Political Islam or Islamism is a political ideology which seeks the establishment of an Islamic state based on Islamic law or shari'a. It differs from Islam as a religion or Islamic society and culture.

It is an ideology embraced by choice and through conscious decision. Moreover, contrary to the impression given by many Islamist movements in the twentieth century, namely that it embodies the return to the time of the Prophet Muhammad, the notion of an Islamic state is actually a recent one and, to a large degree, can be seen as the Muslim response to the notion of the Western nation-state. Moreover, the emergence of distinct movements seeking the establishment of such an Islamic state is a twentieth-century phenomenon. It began with the establishment of the Muslim Brotherhood in Egypt in 1928 and has proliferated particularly since the Arab defeat in the 1967 June War with Israel, which marked the decline of secular Arab nationalism.

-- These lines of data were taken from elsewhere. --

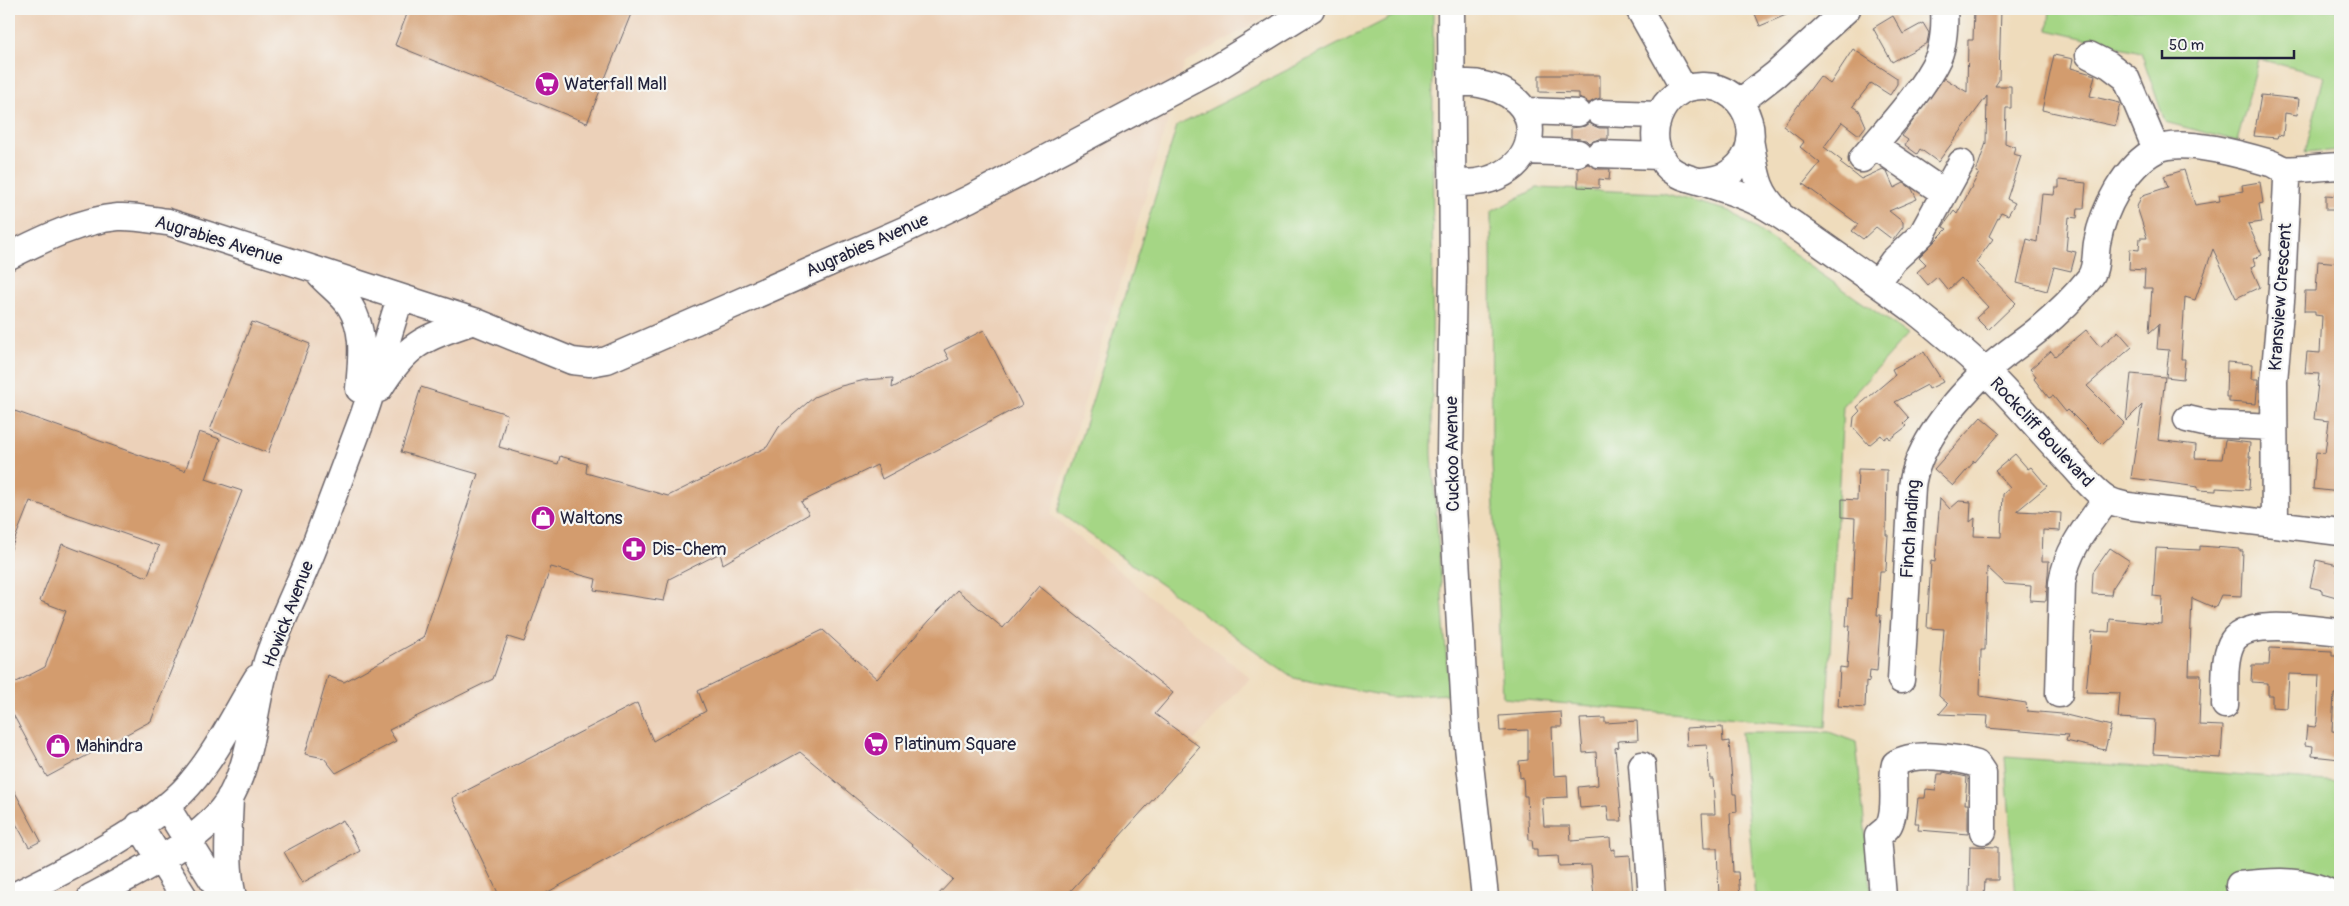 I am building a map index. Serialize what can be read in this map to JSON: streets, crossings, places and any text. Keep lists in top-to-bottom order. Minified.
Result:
{"streets":{"street":["Augrabies Avenue","Kransview Crescent","Rockcliff Boulevard","Cuckoo Avenue","Finch landing","Howick Avenue"]},"crossings":[["Augrabies Avenue","Howick Avenue"],["Kransview Crescent","Rockcliff Boulevard"],["Rockcliff Boulevard","Finch landing"]],"places":{"supermarket":["Waterfall Mall","Platinum Square"],"shop":["Waltons","Mahindra"],"pharmacy":["Dis-Chem"]},"scale_bar":"50 m"} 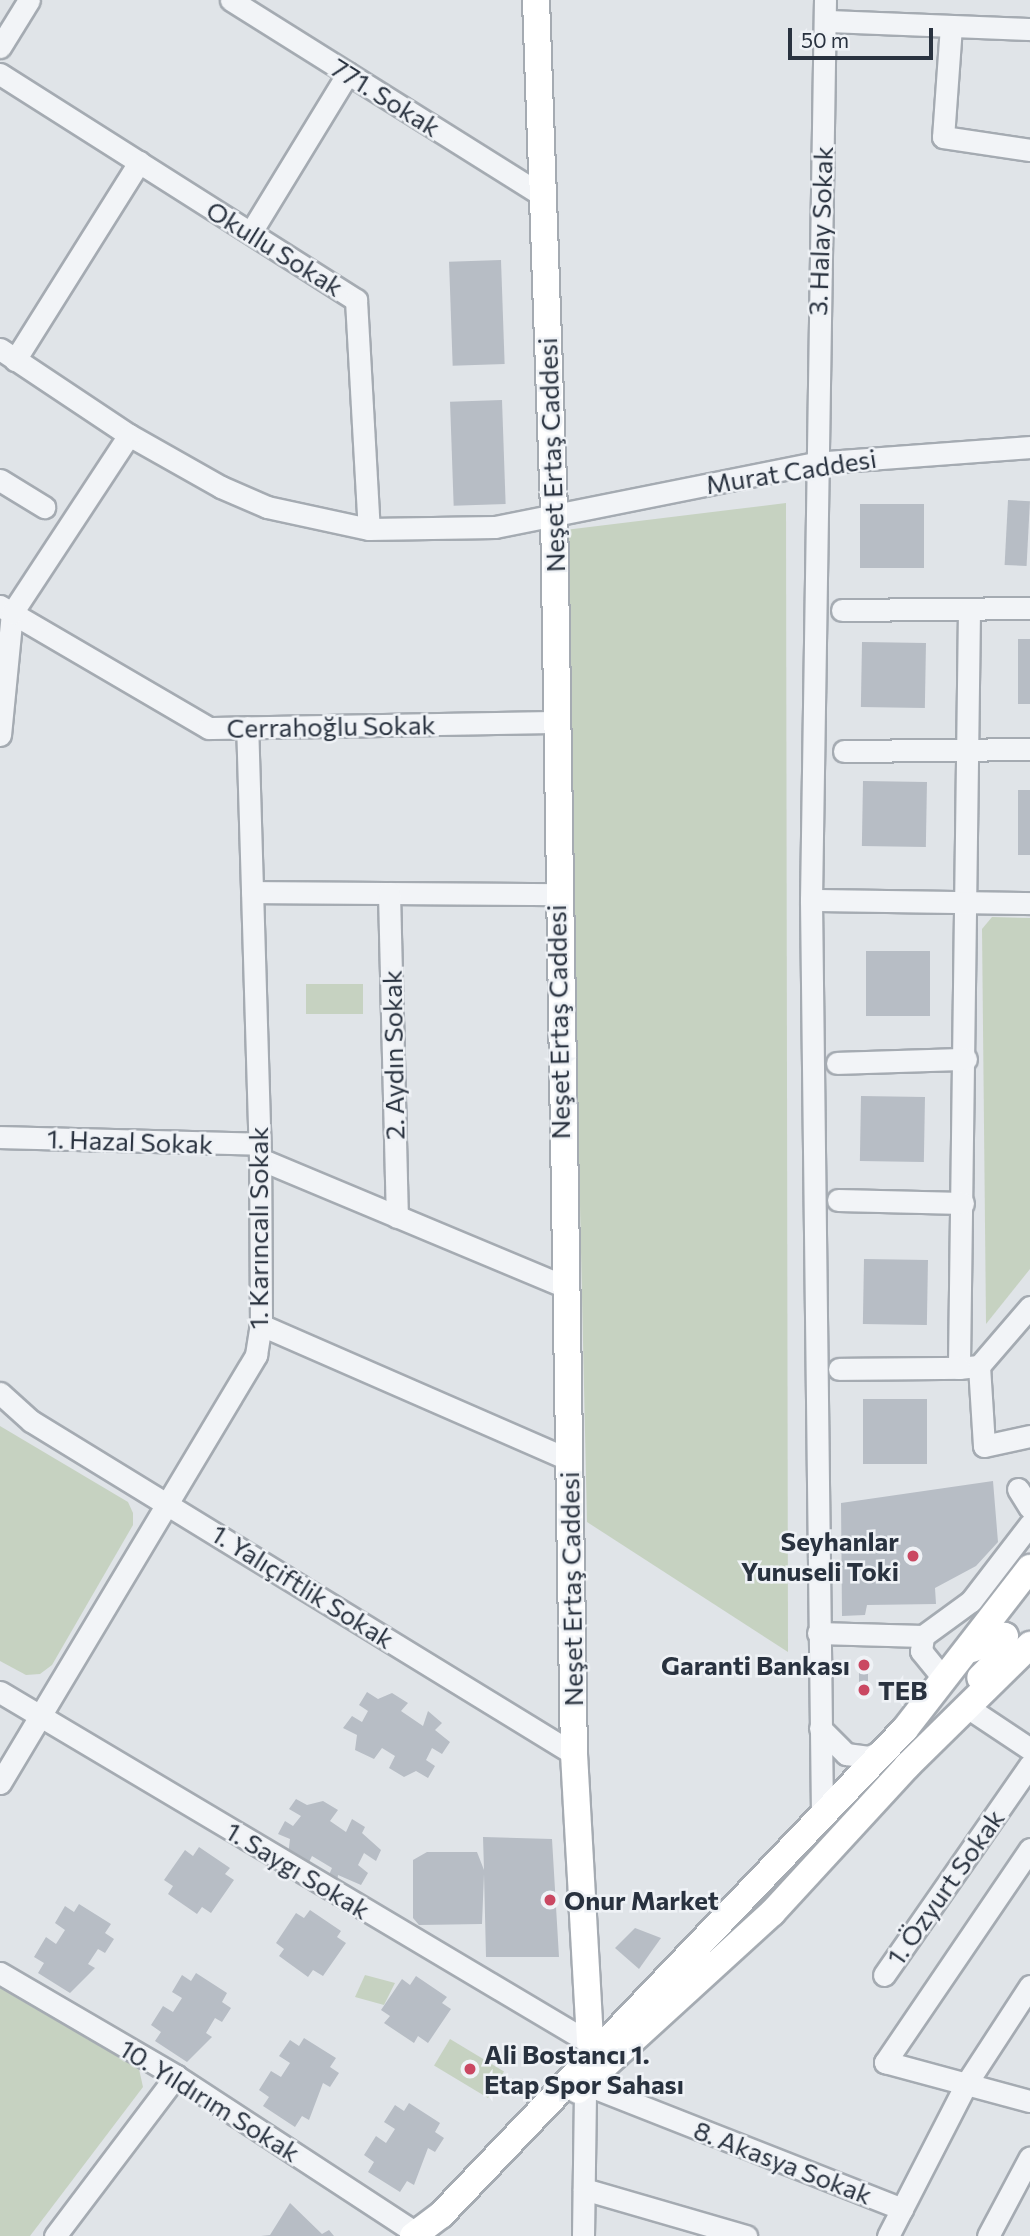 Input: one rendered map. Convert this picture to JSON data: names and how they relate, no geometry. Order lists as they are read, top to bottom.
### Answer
{
  "streets": {
    "main road": ["Neşet Ertaş Caddesi"],
    "street": [
      "771. Sokak",
      "3. Halay Sokak",
      "Okullu Sokak",
      "Murat Caddesi",
      "Cerrahoğlu Sokak",
      "2. Aydın Sokak",
      "1. Hazal Sokak",
      "1. Karıncalı Sokak",
      "1. Yalıçiftlik Sokak",
      "1. Saygı Sokak",
      "1. Özyurt Sokak",
      "10. Yıldırım Sokak",
      "8. Akasya Sokak"
    ]
  },
  "crossings": [
    ["771. Sokak", "Neşet Ertaş Caddesi"],
    ["3. Halay Sokak", "Murat Caddesi"],
    ["Okullu Sokak", "Murat Caddesi"],
    ["Neşet Ertaş Caddesi", "Murat Caddesi"],
    ["Neşet Ertaş Caddesi", "Cerrahoğlu Sokak"],
    ["Neşet Ertaş Caddesi", "1. Yalıçiftlik Sokak"],
    ["Neşet Ertaş Caddesi", "1. Saygı Sokak"],
    ["Cerrahoğlu Sokak", "1. Karıncalı Sokak"],
    ["1. Hazal Sokak", "1. Karıncalı Sokak"],
    ["1. Karıncalı Sokak", "1. Yalıçiftlik Sokak"],
    ["1. Karıncalı Sokak", "1. Saygı Sokak"]
  ],
  "places": [
    "Seyhanlar Yunuseli Toki",
    "Garanti Bankası",
    "TEB",
    "Onur Market",
    "Ali Bostancı 1. Etap Spor Sahası"
  ],
  "scale_bar": "50 m"
}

This chapter looks at the conditions that paved the way for the rise of political Islam and the forces driving the quest for an Islamic state. It will outline the historical circumstances that led to the Islamic resurgence, particularly in the second half of the twentieth century, as well as the Muslim political debate. Drawing upon the case studies of the Islamic revolution in Iran and Islamic resistance in the Middle East, Central and South-East Asia, it will analyse the emergence of Islamist movements, their aims, their strategies, their philosophical

underpinnings and the specific conditions that have shaped them. Finally, it will discuss the shifts in political Islam triggered by the end of the Cold War, American hegemony and globalization.

globalization

The cultural, social and economic changes caused by the growth of international trade, the rapid transfer of investment capital and the development of high-speed global communications.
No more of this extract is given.